Compliance is killing caring

Aug 24, 2024
Caregiver holding hands elderly woman patient with love, care, encourage and empathy at nursing hospital, medical concept.

Having recently returned to working at the coalface in aged care, I was starkly reminded of the continuing crippling impact of the mandatory reporting and compliance regimes that overwhelm this “industry”.

The string of recent Royal Commissions into all forms of “Care”, (Ageing, Disability, Mental Health, NDIS, Robodebt to name just a few) have ended up magnifying the problem. Because the only way commissioners, bureaucrats and politicians can imagine ensuring “reform” is by mandating compliance measures, which put added pressure on already strained and under resourced providers.

Meanwhile, the for-profit providers have worked the tick box reporting system to perfection, so they can keep creaming off margins, knowing that no one gets caught, just as occurred after the Robodebt Royal Commission. Friends at the top remain gatekeepers of who gets held to account and who avoids scrutiny.

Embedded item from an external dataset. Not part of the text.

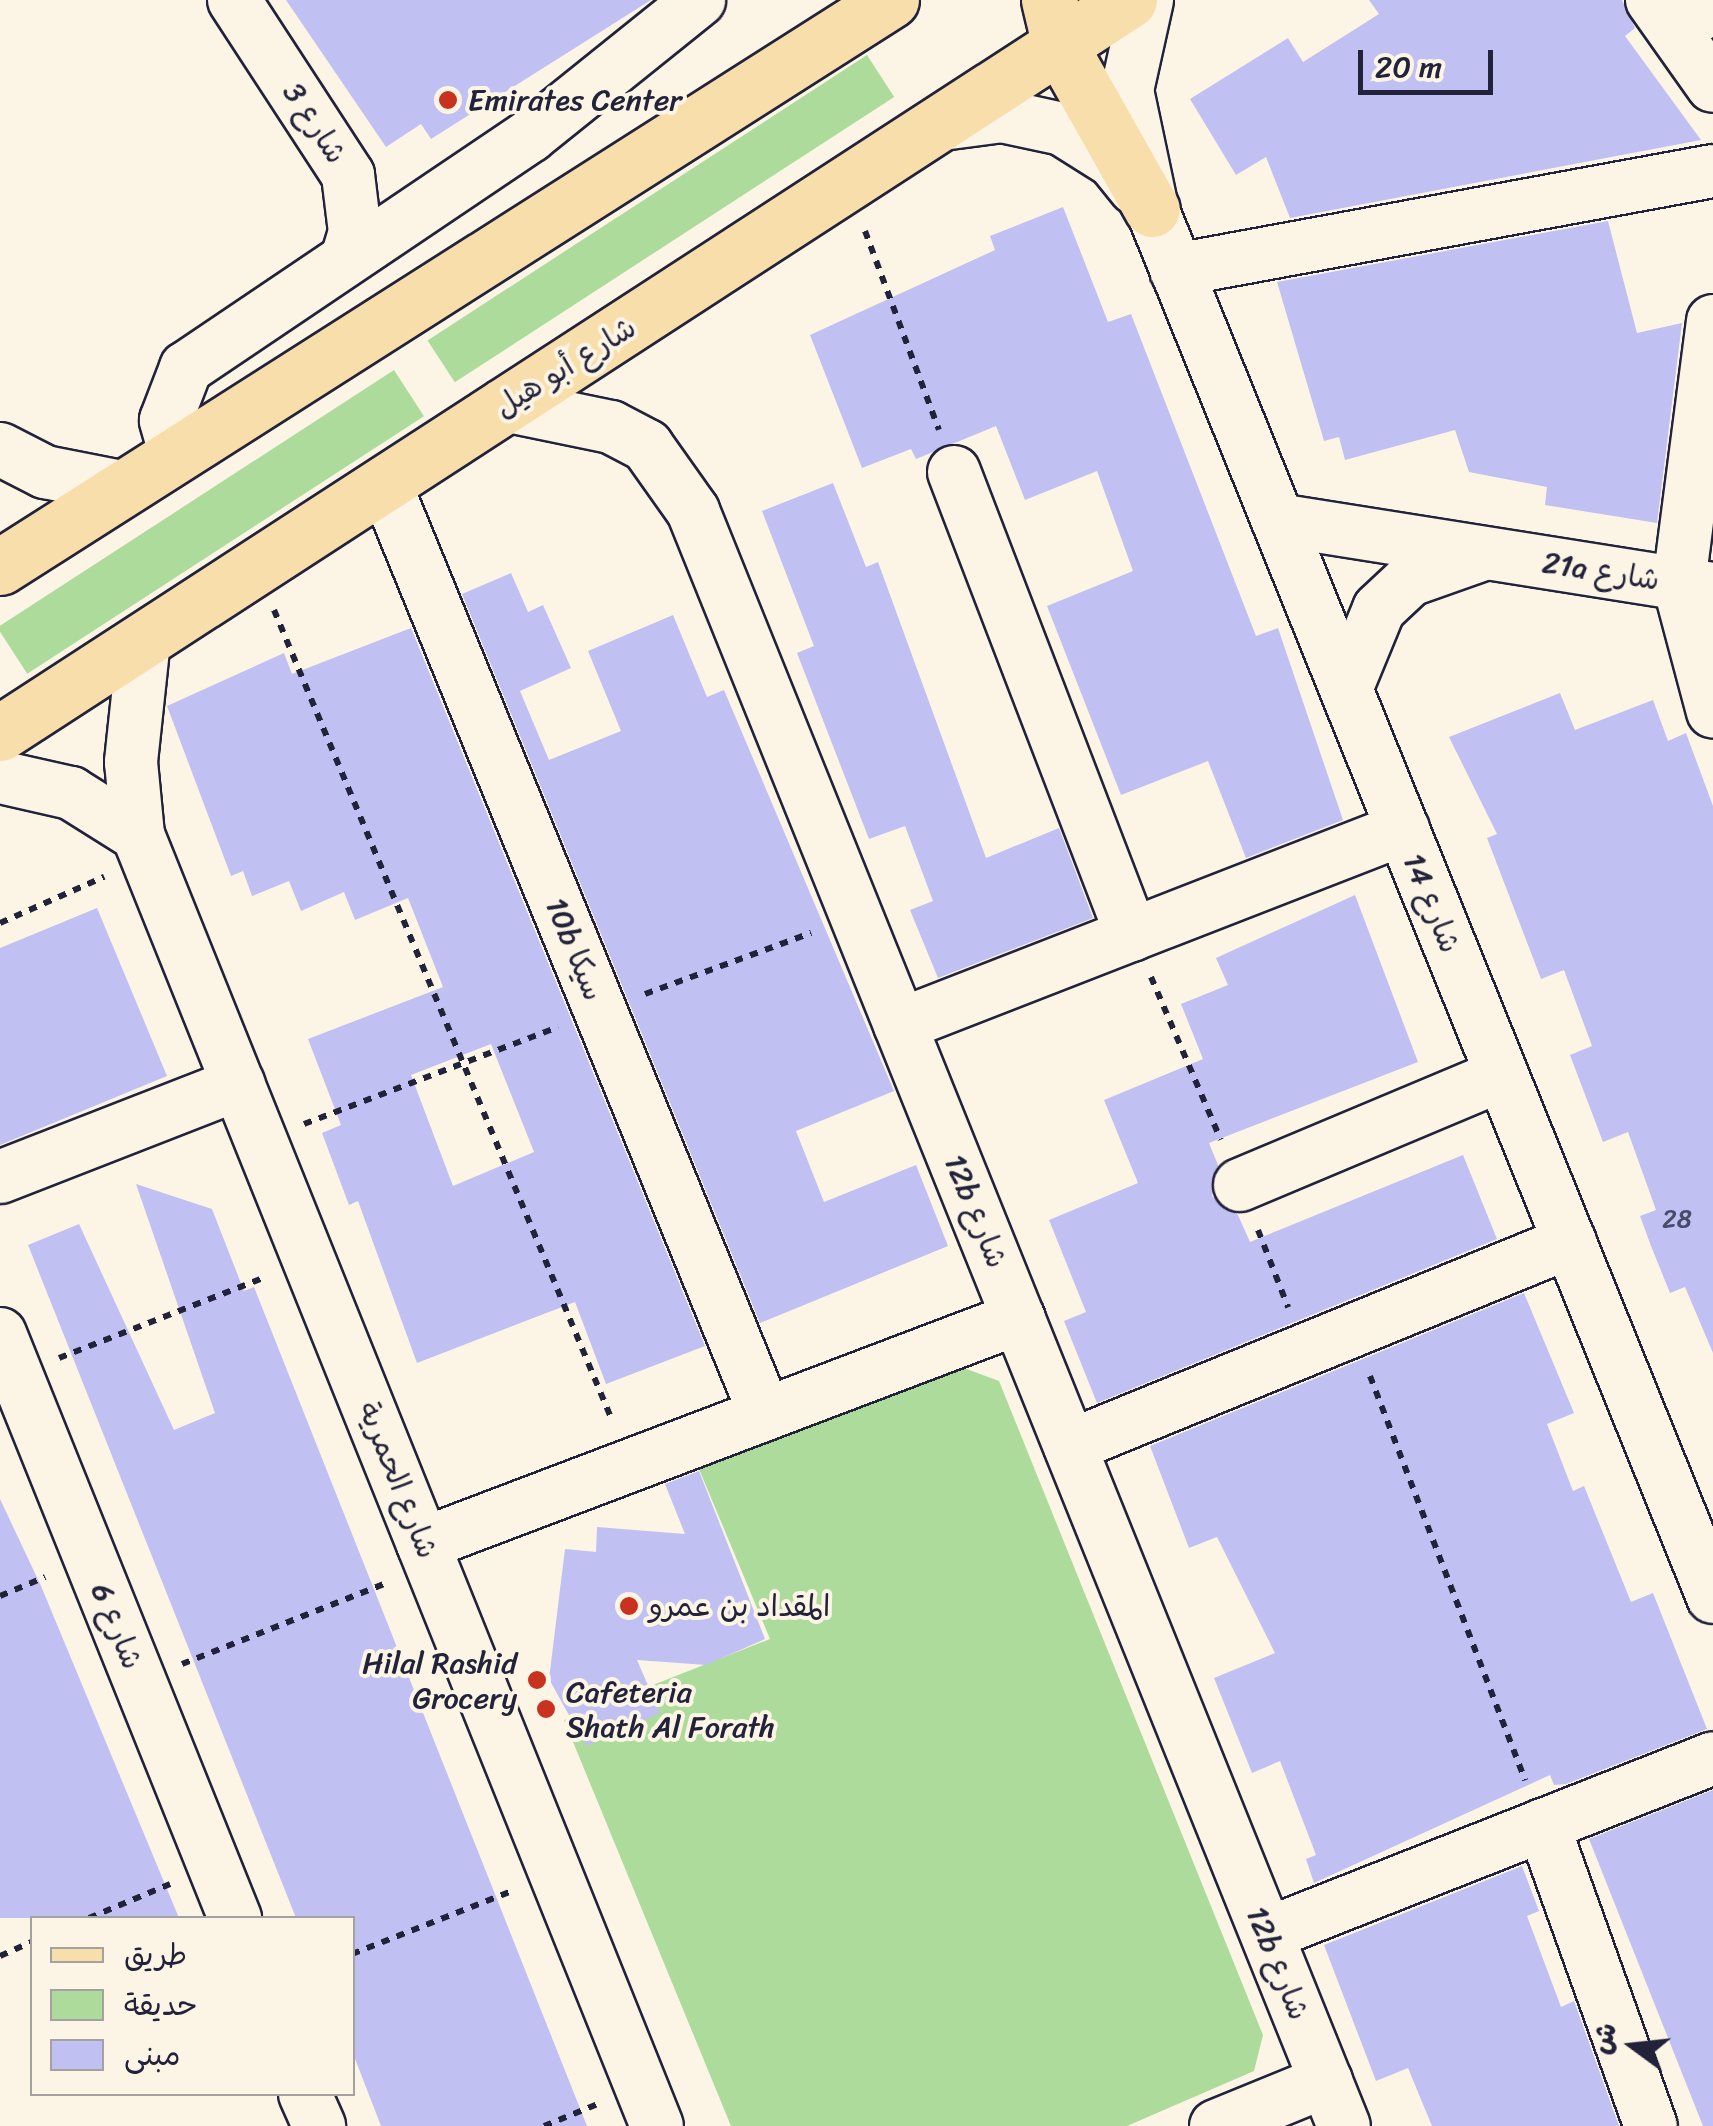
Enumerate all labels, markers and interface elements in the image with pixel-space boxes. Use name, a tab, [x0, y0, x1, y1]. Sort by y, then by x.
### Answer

The whole sorry business rests on a destruction of a basic human foundation of decency, exercising trust in the discretionary judgment of local service providers. This is true in all fields of human endeavour, from the justice system where so-called “Truth in Sentencing” legislation threatens the role of magistrates and judges to be able to reflect real human discretionary decisions, to all forms of health and human services, where compliance has become more important than person-to-person caring.

It’s time to call out the Emperor’s New Clothes and the current replace compliance mechanisms with a whole new approach built on trust.

It is estimated that up to 60 per cent of organisational resources are now invested in meeting mandatory compliance reporting and accreditation requirements. This is Orwellian madness.

Just because shonky providers abused clients and staff shouldn’t mean that honest providers have to reduce care to invest in reporting in order to pass their next accreditation audit.

My recent exposure to the aged care industry reinforced that compliance needs to be reduced to a quarter of what has grown to. And the industry needs to shift to a trusted provider model, where passing an accreditation audit can secure a five-year approval, allowing more resources to be focused on person-centred care.

“Spot audits” could still be used to check on any organisation suspected of rorting, but most organisations should be able to reduce their anxiety about compliance, and increase their involvement in giving their clients and communities excellent care.

At the same time, the ludicrous game of public liability and risk-averse management should be replaced by more human-centred and local discretionary judgement-based management of community Involvement in aged and disability care services. It’s time we got over the COVID era jitters.

Volunteers have abandoned these places for fear on both sides of their liability if something goes wrong. And children can’t visit elders without an encyclopaedic risk assessment being completed first, which discourages anyone from trying to bring the generations together.

This whole disaster goes back to the neoliberal, economic rationalist game that first developed in the 1980s. As the cowboys in the boardrooms of the banks, stock markets, Robodebt consultants, and other non-accountable backroomers all know: “keep them all busy fearfully reporting upwards, and we can get away with anything we like”.

And even if the NACC comes after us, our mates at the top table will look after us.

One simple decision would remove this nightmare. Replace current compliance regimes with a quarter of what’s required, continue spot checks, but give five-year approvals to good providers and allow them to be more creative and community responsive and interactive in how they serve their clients and communities.